Saved data entries

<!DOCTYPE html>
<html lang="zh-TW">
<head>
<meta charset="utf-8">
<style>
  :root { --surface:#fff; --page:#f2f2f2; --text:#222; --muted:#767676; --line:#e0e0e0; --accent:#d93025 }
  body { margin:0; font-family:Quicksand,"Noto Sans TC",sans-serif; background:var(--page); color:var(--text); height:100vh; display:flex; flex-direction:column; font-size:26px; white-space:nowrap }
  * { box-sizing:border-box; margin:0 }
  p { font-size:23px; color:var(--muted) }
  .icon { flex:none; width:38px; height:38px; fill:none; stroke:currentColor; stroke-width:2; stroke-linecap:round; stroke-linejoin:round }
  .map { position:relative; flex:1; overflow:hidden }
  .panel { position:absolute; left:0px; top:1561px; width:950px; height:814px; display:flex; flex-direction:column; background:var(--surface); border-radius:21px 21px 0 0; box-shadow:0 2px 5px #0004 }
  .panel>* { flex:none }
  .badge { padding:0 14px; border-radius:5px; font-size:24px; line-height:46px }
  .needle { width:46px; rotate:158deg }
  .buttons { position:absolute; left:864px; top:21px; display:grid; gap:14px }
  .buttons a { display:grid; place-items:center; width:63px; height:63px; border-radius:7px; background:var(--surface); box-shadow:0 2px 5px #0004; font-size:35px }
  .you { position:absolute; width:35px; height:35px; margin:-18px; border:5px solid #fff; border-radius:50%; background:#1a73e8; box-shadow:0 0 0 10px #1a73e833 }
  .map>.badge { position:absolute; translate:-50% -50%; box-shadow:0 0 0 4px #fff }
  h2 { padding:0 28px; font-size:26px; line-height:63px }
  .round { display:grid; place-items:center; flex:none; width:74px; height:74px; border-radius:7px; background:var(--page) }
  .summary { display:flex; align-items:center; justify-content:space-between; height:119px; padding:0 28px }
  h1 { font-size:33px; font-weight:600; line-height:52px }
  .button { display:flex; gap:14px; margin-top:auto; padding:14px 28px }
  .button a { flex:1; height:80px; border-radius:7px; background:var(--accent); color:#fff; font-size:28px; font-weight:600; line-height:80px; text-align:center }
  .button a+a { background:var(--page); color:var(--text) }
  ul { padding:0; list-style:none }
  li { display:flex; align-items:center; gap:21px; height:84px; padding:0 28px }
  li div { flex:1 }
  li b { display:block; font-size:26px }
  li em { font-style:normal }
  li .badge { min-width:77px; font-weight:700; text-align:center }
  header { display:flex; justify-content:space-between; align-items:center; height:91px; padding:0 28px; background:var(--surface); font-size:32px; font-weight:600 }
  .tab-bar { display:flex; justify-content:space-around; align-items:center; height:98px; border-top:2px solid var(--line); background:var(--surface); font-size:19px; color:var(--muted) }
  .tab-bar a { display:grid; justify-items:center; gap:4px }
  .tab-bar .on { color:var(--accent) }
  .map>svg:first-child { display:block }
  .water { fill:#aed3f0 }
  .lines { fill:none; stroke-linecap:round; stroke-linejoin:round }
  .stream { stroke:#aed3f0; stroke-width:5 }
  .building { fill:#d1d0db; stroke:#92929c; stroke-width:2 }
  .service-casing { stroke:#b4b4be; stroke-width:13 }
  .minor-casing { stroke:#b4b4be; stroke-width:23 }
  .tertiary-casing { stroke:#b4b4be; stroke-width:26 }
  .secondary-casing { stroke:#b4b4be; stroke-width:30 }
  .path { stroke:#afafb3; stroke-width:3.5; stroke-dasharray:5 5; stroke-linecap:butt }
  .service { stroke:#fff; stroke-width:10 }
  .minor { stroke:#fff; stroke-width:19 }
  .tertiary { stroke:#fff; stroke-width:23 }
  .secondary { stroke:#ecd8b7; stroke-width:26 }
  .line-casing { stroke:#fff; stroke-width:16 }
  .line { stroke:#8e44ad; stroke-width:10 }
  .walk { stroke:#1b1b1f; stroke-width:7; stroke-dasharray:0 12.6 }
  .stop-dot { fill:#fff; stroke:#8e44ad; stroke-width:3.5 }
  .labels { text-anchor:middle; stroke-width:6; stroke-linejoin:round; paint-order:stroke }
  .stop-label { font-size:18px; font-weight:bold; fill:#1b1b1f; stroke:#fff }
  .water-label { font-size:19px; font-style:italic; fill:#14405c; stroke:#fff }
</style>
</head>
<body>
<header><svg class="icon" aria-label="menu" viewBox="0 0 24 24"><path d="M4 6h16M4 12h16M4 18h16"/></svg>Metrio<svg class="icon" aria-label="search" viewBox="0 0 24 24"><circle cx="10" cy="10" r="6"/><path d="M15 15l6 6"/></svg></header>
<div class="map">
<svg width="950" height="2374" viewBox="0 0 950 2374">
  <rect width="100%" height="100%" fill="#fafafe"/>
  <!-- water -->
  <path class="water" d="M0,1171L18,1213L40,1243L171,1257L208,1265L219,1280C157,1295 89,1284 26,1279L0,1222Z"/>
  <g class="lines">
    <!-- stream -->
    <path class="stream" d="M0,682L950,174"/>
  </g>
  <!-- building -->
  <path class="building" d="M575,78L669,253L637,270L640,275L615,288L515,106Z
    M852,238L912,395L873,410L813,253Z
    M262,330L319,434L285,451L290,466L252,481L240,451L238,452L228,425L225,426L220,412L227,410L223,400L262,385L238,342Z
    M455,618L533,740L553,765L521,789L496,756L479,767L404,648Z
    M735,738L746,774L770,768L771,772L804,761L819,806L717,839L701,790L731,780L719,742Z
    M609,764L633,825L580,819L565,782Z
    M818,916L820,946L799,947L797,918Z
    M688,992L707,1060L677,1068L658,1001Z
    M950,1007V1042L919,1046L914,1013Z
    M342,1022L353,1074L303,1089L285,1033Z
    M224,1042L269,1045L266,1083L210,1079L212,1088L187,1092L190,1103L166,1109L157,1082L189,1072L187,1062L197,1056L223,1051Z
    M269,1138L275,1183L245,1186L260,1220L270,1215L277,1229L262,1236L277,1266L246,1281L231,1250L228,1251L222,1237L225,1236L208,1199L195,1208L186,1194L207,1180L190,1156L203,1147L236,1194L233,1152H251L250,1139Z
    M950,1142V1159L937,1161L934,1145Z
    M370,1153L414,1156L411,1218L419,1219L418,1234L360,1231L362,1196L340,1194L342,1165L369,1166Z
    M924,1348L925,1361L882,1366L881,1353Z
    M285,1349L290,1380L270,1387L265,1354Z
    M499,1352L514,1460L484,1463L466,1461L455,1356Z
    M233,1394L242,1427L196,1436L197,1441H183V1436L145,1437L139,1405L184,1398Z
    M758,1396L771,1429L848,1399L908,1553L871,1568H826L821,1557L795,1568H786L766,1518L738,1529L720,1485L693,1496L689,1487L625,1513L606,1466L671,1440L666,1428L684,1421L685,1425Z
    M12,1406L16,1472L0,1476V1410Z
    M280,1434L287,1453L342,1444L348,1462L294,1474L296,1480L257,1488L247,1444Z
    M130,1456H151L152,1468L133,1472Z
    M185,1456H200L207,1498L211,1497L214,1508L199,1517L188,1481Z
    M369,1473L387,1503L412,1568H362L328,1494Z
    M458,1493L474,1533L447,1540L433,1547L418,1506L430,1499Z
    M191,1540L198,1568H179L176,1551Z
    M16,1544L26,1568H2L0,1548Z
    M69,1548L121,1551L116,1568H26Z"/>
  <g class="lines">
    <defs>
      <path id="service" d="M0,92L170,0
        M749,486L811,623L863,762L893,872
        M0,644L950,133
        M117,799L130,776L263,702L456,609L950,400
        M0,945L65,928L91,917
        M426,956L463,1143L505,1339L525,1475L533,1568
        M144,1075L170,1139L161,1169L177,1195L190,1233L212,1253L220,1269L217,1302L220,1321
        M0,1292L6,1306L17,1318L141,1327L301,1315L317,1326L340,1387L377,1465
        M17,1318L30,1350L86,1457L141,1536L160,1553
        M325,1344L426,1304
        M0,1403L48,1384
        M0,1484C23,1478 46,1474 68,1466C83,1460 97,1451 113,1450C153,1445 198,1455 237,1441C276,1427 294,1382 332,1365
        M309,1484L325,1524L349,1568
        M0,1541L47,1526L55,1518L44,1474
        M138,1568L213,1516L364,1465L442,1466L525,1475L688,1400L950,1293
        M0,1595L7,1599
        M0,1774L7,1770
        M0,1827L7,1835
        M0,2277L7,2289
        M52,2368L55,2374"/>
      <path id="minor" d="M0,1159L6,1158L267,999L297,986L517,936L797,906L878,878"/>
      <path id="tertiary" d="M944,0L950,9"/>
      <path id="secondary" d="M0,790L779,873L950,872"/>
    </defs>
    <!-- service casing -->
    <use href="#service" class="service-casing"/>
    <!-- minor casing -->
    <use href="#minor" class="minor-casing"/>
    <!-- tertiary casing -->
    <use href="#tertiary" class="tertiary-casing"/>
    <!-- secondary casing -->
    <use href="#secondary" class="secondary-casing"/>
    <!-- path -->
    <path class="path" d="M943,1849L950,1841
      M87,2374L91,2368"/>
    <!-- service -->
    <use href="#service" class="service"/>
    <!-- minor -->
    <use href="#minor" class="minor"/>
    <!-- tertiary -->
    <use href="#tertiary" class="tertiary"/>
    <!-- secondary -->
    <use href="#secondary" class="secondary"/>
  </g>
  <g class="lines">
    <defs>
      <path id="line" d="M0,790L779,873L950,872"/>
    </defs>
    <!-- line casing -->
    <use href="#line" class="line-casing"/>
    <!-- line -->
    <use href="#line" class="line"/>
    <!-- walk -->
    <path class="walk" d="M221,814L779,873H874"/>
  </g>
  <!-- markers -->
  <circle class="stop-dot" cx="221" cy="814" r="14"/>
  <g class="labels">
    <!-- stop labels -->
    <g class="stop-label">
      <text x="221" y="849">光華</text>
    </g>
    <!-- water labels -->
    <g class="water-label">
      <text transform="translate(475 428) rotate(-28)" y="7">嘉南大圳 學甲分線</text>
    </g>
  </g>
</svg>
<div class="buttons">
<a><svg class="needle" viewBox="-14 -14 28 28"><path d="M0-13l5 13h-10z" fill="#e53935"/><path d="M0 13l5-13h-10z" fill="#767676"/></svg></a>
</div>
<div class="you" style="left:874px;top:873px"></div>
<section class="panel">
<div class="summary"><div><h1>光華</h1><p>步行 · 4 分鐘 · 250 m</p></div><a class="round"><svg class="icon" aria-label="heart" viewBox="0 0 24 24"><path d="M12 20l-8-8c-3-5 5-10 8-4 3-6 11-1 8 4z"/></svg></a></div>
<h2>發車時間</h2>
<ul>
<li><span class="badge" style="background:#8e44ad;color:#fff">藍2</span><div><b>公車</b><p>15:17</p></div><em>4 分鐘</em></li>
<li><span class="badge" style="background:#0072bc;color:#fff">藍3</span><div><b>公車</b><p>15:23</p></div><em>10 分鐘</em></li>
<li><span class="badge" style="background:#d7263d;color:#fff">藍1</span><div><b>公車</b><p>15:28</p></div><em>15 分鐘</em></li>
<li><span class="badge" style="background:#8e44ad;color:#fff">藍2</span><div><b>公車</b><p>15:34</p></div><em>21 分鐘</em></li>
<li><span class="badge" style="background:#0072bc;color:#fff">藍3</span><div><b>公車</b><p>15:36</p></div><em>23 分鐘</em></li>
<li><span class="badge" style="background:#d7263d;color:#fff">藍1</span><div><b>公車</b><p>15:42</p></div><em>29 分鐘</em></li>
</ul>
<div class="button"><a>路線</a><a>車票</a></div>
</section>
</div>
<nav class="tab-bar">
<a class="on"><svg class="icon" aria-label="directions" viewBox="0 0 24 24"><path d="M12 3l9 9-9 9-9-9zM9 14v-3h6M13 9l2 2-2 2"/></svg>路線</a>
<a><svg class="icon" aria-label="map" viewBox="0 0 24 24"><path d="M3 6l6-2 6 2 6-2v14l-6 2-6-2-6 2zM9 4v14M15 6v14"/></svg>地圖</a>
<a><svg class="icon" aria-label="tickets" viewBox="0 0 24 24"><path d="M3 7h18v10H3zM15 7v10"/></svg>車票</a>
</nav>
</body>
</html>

• _What to produce_
Each line of the records, from the opening one through the line holding "display:flex; align-items:center; justify-content:space-between;", should be restated word for word, with nothing else in the answer.

• _Reply_
<!DOCTYPE html>
<html lang="zh-TW">
<head>
<meta charset="utf-8">
<style>
  :root { --surface:#fff; --page:#f2f2f2; --text:#222; --muted:#767676; --line:#e0e0e0; --accent:#d93025 }
  body { margin:0; font-family:Quicksand,"Noto Sans TC",sans-serif; background:var(--page); color:var(--text); height:100vh; display:flex; flex-direction:column; font-size:26px; white-space:nowrap }
  * { box-sizing:border-box; margin:0 }
  p { font-size:23px; color:var(--muted) }
  .icon { flex:none; width:38px; height:38px; fill:none; stroke:currentColor; stroke-width:2; stroke-linecap:round; stroke-linejoin:round }
  .map { position:relative; flex:1; overflow:hidden }
  .panel { position:absolute; left:0px; top:1561px; width:950px; height:814px; display:flex; flex-direction:column; background:var(--surface); border-radius:21px 21px 0 0; box-shadow:0 2px 5px #0004 }
  .panel>* { flex:none }
  .badge { padding:0 14px; border-radius:5px; font-size:24px; line-height:46px }
  .needle { width:46px; rotate:158deg }
  .buttons { position:absolute; left:864px; top:21px; display:grid; gap:14px }
  .buttons a { display:grid; place-items:center; width:63px; height:63px; border-radius:7px; background:var(--surface); box-shadow:0 2px 5px #0004; font-size:35px }
  .you { position:absolute; width:35px; height:35px; margin:-18px; border:5px solid #fff; border-radius:50%; background:#1a73e8; box-shadow:0 0 0 10px #1a73e833 }
  .map>.badge { position:absolute; translate:-50% -50%; box-shadow:0 0 0 4px #fff }
  h2 { padding:0 28px; font-size:26px; line-height:63px }
  .round { display:grid; place-items:center; flex:none; width:74px; height:74px; border-radius:7px; background:var(--page) }
  .summary { display:flex; align-items:center; justify-content:space-between; height:119px; padding:0 28px }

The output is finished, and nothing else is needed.